Action item :: When a line in the entries contains the word "drawer", copy that line in full.

Records supplied ::
• • •

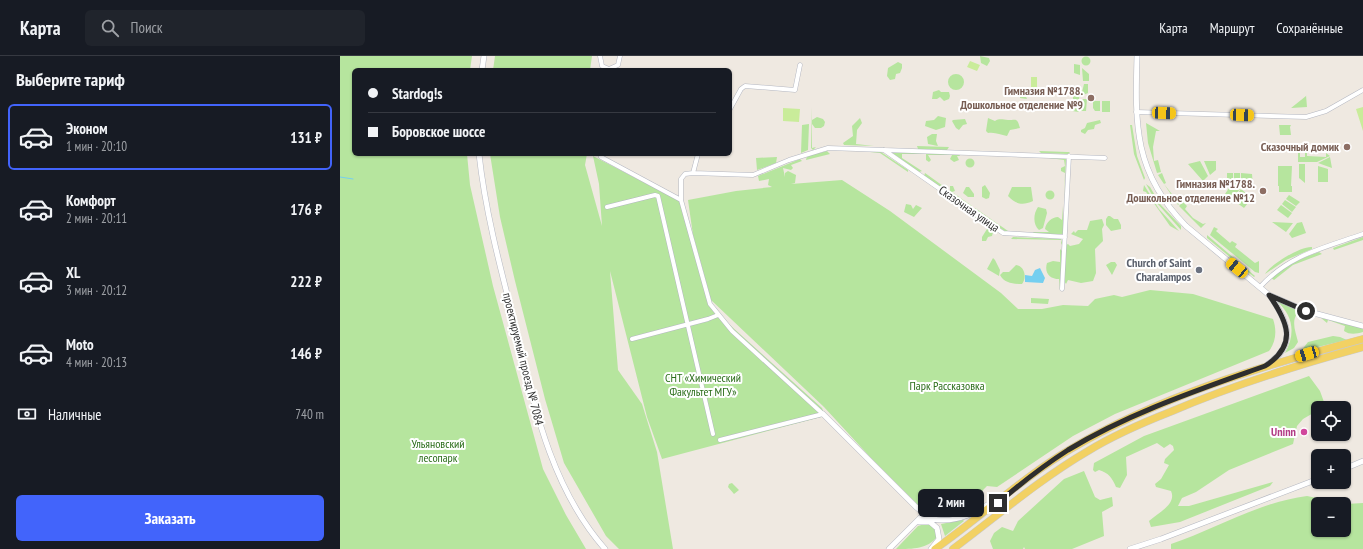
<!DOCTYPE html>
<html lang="ru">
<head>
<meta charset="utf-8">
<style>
	body { margin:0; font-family:"PT Sans Narrow",sans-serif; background:#20242c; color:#f1f3f6; height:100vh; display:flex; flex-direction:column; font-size:15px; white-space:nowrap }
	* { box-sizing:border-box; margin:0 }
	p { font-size:13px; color:#9ea1a6 }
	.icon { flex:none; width:22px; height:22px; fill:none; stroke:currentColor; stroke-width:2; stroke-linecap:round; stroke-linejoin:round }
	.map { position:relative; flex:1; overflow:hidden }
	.drawer { display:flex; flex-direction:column; background:#171b24; width:340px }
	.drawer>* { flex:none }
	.guide { position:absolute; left:12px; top:12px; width:380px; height:88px; border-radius:6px; box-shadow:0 1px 3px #0004; display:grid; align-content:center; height:88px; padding:0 16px; background:#171b24 }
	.fabs { position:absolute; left:971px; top:345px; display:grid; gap:8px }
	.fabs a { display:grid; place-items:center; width:40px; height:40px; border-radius:6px; background:#171b24; box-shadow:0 1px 3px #0004; font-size:20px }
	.end { position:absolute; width:18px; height:18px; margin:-9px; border:5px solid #2e2e2e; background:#fff; box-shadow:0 0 0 2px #fff }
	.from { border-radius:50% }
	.bubble { position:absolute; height:28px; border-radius:6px; background:#171b24; box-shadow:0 1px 3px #0004; font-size:13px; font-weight:700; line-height:28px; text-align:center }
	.car { position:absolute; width:12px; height:24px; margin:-12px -6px; border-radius:5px; box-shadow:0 0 3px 1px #0007; background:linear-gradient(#f5c518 24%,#345 0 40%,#f5c518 0 76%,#345 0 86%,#f5c518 0) }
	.guide b { display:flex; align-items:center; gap:14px; height:38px; font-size:15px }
	.guide b+b { border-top:1px solid #363941 }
	.guide i { width:10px; height:10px; background:#f1f3f6 }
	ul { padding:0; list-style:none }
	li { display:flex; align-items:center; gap:12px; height:66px; margin:0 8px 6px; padding:0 8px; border:2px solid transparent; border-radius:6px }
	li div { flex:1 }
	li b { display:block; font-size:15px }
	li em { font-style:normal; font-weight:700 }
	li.current { border-color:#4264fb }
	li>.icon { width:36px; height:36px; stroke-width:1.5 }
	h2 { padding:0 16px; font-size:18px; line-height:48px }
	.pay { display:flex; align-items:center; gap:10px; height:44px; padding:0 16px; font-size:15px }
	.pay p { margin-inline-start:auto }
	.action { display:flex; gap:8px; margin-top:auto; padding:8px 16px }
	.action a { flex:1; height:46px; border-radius:6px; background:#4264fb; color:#fff; font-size:16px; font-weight:700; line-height:46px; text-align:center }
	header { display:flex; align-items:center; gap:24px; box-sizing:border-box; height:56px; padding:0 20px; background:#171b24; border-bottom:1px solid #363941 }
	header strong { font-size:19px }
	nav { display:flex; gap:22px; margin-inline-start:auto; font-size:14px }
	.search { width:280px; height:36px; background:#20242c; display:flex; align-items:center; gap:10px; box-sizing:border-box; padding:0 14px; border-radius:6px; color:#9ea1a6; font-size:15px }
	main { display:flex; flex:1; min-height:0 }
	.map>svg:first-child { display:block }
	.green { fill:#b6e59e; fill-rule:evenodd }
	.pitch { fill:#c9ec9a }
	.water { fill:#75cff0 }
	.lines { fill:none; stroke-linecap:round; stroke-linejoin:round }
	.stream { stroke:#75cff0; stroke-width:1 }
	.minor-casing { stroke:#b4b7c1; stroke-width:5 }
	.tertiary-casing { stroke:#b4b7c1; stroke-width:6 }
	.primary-casing { stroke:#c9c9c9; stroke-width:8 }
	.minor { stroke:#fff; stroke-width:4 }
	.tertiary { stroke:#fff; stroke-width:5 }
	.primary { stroke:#f2d163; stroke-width:7 }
	.route { stroke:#2e2e2e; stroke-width:5 }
	.education-dot { fill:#8d6e63; stroke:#fff; stroke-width:1.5 }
	.worship-dot { fill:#6b7280; stroke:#fff; stroke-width:1.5 }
	.hotel-dot { fill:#d1479c; stroke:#fff; stroke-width:1.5 }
	.labels { text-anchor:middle; stroke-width:4; stroke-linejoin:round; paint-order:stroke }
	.education-label { font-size:12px; font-weight:bold; fill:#785e54; stroke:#fff; text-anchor:end }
	.street-label { font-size:12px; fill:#2e2e2e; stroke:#fff }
	.worship-label { font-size:12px; font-weight:bold; fill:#5b616d; stroke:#fff; text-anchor:end }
	.park-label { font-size:12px; fill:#2c6e1b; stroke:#fff }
	.hotel-label { font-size:12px; font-weight:bold; fill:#b23c85; stroke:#fff; text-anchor:end }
</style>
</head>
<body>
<header>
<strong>Карта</strong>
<div class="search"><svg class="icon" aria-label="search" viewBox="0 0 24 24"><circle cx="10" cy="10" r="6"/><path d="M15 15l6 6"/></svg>Поиск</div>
<nav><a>Карта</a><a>Маршрут</a><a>Сохранённые</a></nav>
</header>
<main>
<section class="drawer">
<h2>Выберите тариф</h2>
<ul>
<li class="current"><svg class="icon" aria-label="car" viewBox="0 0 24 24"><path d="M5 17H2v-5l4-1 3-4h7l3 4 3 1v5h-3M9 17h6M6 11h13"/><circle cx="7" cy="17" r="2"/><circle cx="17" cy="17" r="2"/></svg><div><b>Эконом</b><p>1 мин · 20:10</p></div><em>131 ₽</em></li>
<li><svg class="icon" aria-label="car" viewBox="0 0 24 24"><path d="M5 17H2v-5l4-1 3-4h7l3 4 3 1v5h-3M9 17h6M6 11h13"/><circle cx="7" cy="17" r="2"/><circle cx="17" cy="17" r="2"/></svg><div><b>Комфорт</b><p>2 мин · 20:11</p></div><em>176 ₽</em></li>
<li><svg class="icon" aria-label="car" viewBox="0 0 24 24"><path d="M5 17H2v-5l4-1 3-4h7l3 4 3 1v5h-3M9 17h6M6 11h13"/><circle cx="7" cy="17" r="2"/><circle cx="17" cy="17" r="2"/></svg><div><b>XL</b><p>3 мин · 20:12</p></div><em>222 ₽</em></li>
<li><svg class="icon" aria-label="car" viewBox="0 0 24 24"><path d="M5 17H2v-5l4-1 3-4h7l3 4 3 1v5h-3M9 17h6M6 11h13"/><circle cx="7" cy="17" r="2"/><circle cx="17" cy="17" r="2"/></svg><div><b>Moto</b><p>4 мин · 20:13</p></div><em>146 ₽</em></li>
</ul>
<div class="pay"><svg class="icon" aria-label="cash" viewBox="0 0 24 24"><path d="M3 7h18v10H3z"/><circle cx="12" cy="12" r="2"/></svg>Наличные<p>740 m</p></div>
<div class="action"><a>Заказать</a></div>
</section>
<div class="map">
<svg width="1023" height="493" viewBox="0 0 1023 493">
	<rect width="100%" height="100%" fill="#efe9e1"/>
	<path class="green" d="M0,0H132L130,14H14V98H127L130,129L153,230L203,413L226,459L246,493H0Z
		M155,0H252L250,14H153Z
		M640,0L649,2L650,5L647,10L641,7Z
		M741.5 5a4.5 4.5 0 1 1 9 0a4.5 4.5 0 1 1-9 0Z
		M558,6L562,8V12L560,17L556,18L555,23L550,24L547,20L548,12Z
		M734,8L740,9V19L734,17Z
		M742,12L749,18V25H743Z
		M608 26a8 8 0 1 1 16 0a8 8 0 1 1-16 0Z
		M744,28H748V37L741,40Z
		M735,32H740L739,44H733V34Z
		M599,34L601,36H609L610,40L609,43L604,45L600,41L597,43H592L593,36Z
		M680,35L685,38L687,43L680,42Z
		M966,39L967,51L951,52L966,40Z
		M743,43H747L746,55H741V45Z
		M733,45H740L739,56L732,55Z
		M753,45H760V55H755L753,52Z
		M762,45H770V56H762Z
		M472,51V64L477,61L483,63L485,66L484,70L481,72H475L472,68V92L476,91L473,94L471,92Z
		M598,60L606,62L605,71L596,74L585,70L586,65L594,64Z
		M520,62L522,67L517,74L516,88L534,90L504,89L503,87L513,80L512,70Z
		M648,62L655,65C660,62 663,64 668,64C676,64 677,61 680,72L670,74L667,80C660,79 656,76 648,77L646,75Z
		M625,63L627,68L623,69L619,74L616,72L612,65L613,64Z
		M760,64L761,67L755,69L754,73L748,74L745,78L741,76V74L745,72L747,67Z
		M806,67L820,75H816L813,91L814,105L818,104L821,116L817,117L808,87Z
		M469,68L468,94L461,97L462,69Z
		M790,69H792L797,100L805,122L804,124L794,98Z
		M939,69H951L950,71L951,79H940Z
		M592,78H597L596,85L598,90L588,88L587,81Z
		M577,90L609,91L607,94L578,93Z
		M487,95L490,98L466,104L467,100Z
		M531,95L541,96L568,114V116L540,97L530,96Z
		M699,95L727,96H730L728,98L701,97Z
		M551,96L619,98L620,100H617L619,104L614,106L610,103L612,99H588L591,104L589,106L586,104V98H562V102L582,115L579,116Z
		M958,97H960V101H965V97H967V100L986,101V97L990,100L977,106H958Z
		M150,98H247L245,109L262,170L259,128L253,100L340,145L370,251L482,352L485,360L322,403L307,361L270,215L278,314L302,348L317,396L333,493H279L266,480L224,407L205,343L175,225L160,161Z
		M437,101L436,107L417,114L416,102Z
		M990,101L992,112L978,107Z
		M709,102H726L724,146L725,117L721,115V112L725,110L724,104Z
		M625.5 107a4.5 4.5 0 1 1 9 0a4.5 4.5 0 1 1-9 0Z
		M460,103L462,105L451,109L453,112L451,114L443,112L445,121V117L448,115L456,119L455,127L451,128L502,124L550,155L661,237L678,253H702L723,249L748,250L755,243L774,239L782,241L810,234L853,238L933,263C937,274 936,286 929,295L775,358L733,380L657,431L647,430L641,436L638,445L629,452L616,455L591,457L577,448L531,402L484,351L371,244L353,179L348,144L396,135L432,131L428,129L429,123L419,125L418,120Z
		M860,105L868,120L863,125L848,108Z
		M864,105H876V114L870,119Z
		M959,108H965V127L959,122Z
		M938,110H952L951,130H938Z
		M978,110L988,113V126H978Z
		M585,117L610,135V130H613L615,135L612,136L632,150L628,151L584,120Z
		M822,117L826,127L824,128L835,142L837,141L842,145L838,149L818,119Z
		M887,117H893V130H887Z
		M894,117H900V130H894Z
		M901,117L912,118L913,131L901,130Z
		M806,128L810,131L820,148L841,170V174L816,146Z
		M645,129L650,137L649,142L646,143L642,141V131Z
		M804,129L819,153L839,175L830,170L806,136L803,135Z
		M939,130H952V136H939Z
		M626,131H629L634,138V141H628L623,137Z
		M672,131H691L693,145C682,150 676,148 668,140Z
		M889,132L900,133L892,143L885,138Z
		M901,133L912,142L904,152L893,144Z
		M705.5 139a4.5 4.5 0 1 1 9 0a4.5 4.5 0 1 1-9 0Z
		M949,139L960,146L956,150L946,143Z
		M945,144L956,151L952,156L942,148Z
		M843,146L847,150L845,153L853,162L863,168L866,167L861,172L839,150Z
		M566,148L571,149L573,153L576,149L582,152L574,161L564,156Z
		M941,149L952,157L948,162L937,154Z
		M723,150V178H694L693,176H709L705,173C706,166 712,161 718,161L722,164Z
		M698,151L706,153L707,157L703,172L699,174C693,169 693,158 698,151Z
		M635,152L668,175L674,176H666L635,155Z
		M628,157H630L660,179L652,173L653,176L652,180L648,181L646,185H642V181L647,173L651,172Z
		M768,160H770L774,163H778L781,169V173L771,175L766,169V163Z
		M762,163L764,169L762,173L763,185L755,193L756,217L753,225L741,227L728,224L726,228L724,225L726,189L728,188L730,190L739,188L743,183L731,178L734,175L735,177L738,174H747L750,165Z
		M932,166L953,167L946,176Z
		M962,166L966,177L952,182L949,178L957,167Z
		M874,171L878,173L876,175L890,187L892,185L897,188L895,191L915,207L919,205V217L915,216L870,179Z
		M867,179L915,220L914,221L867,182Z
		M673,181L721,183L722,187L721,189V184L671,183Z
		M1023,181V184L994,194L993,192Z
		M972,191V193L946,204L925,218C931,208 961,190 972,191Z
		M720,193L722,195L720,233L719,223C710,223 704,217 707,207L713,205L720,206Z
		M979,196L982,198L953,209L934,224L931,222C946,210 961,202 979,196Z
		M653,202L655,204L660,214L659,220L647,213Z
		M771,206H775L777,209L772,219L766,209Z
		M676,209C685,210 687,222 682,228C673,228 664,227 660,219L663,216H669Z
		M691,242L709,243L708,248L691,247Z
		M937,245L964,257L968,261L957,258C951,266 956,277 958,286L954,292L945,297C956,277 953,260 937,245Z
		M981,262L1023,272V276C1016,278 1010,279 1004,275L1005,270L988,264L987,267Z
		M993,280L1000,281L1007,284L961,295L968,286Z
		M969,320L980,335L984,346L975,356L963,363L957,370L953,388L889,414L856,436L842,442L838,450H849L933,426L930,430L840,466L811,471L809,465C818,457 837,448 831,435L816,431L815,428L821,423L829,409L824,407L825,403L834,394L833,390L830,388L824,392L817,387L786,401L787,419L780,432L776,431C772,422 769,417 759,414L755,416L753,414L754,407L804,380Z
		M744,415L755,441L760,444L772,441L773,450L762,456L764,480L732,493H685L684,491L683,493H653L650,485L654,477L662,471L673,475L678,465L724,423Z
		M392,427L399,434L394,438L388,431L389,428Z
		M967,440L1006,448L1023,447V493H831V488C876,473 919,446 967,440ZM978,448H1004V474H978Z
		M623,464L624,465L605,480L601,468Z
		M588,467L595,472L597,481C587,493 574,493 556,493L578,470Z"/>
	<path class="pitch" d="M630,5L640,9L637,15L627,11Z
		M691,21H697V34H691Z
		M1023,51V75L1016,53Z
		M443,52L460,53L459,66L443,65Z"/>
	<path class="water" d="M700,212L705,222L703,227L685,226V219L692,220L695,214Z"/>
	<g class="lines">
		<path class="stream" d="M0,121L13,123"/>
		<g class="minor-casing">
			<path id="minor" d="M260,0L262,10L269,13L278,9L280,0
				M390,53L401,33L405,30L455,34L460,9
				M796,56L966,61L986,55L1023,34
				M544,94L663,177L725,181
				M261,101L341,144
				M353,117L358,98
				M267,151L315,139L318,140L373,378
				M920,231C949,199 983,192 1023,178
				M722,233L729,100
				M292,283L368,263L378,259
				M380,384L483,358L392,275L370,248L341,144V123L345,118L353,117L413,119L449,104L488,92L765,102"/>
		</g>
		<g class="tertiary-casing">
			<path id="tertiary" d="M797,0C795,70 794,117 846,170L929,239L966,255L1023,270
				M142,14L144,0
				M139,98C145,153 159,207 173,261C193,343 208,428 265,493
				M928,308C958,288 947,264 930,240
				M483,358L576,451L590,462
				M1004,413L1023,405
				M579,466H590L597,472L599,483L591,493
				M549,493L580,462C587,460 594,464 601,464C619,465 634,457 649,448
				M790,493L821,483L978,423"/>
		</g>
		<g class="primary-casing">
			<path id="primary" d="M595,493C641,461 682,422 729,394C819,340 922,310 1023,283
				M613,493C657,460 700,423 748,395C774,379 802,367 830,356C893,329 957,309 1023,291"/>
		</g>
		<use href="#minor" class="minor"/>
		<use href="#tertiary" class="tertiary"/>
		<use href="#primary" class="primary"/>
	</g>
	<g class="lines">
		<path class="route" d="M658,447C680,428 703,410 728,394C789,357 858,334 925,310C958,289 948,266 929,239L966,255"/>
	</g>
	<g class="education-dot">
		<circle cx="751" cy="42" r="4"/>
		<circle cx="1007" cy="91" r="4"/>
		<circle cx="923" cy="135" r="4"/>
	</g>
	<circle class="worship-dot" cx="859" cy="214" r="4"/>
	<circle class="hotel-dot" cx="964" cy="376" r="4"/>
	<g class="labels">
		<g class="education-label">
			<text x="743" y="39">Гимназия №1788.<tspan x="743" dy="14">Дошкольное отделение №9</tspan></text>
			<text x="999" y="95">Сказочный домик</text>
			<text x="915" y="132">Гимназия №1788.<tspan x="915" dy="14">Дошкольное отделение №12</tspan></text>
		</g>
		<g class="street-label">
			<text transform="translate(629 153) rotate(35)" y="4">Сказочная улица</text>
			<text transform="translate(183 303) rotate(76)" y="4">проектируемый проезд № 7084</text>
		</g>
		<g class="worship-label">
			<text x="851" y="211">Church of Saint<tspan x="851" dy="14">Charalampos</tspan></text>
		</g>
		<g class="park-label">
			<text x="363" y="326">СНТ «Химический<tspan x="363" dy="14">Факультет МГУ»</tspan></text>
			<text x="607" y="334">Парк Рассказовка</text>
			<text x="98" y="392">Ульяновский<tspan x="98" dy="14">лесопарк</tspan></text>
		</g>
		<g class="hotel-label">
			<text x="956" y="380">Uninn</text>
		</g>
	</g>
</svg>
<div class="fabs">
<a><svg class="icon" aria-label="locate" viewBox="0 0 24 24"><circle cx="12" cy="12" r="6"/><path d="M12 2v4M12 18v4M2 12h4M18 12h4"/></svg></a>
<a>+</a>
<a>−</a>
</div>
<i class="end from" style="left:966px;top:255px"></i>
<i class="end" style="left:658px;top:447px"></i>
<div class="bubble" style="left:578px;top:433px;width:66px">2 мин</div>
<i class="car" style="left:824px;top:57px;rotate:92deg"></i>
<i class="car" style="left:902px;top:59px;rotate:92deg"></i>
<i class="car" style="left:897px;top:212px;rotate:309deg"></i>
<i class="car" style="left:967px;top:298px;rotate:254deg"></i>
<div class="guide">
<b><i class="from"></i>Stardog!s</b>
<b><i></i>Боровское шоссе</b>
</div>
</div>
</main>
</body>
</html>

• • •

Response to the task ::
	.drawer { display:flex; flex-direction:column; background:#171b24; width:340px }
	.drawer>* { flex:none }
<section class="drawer">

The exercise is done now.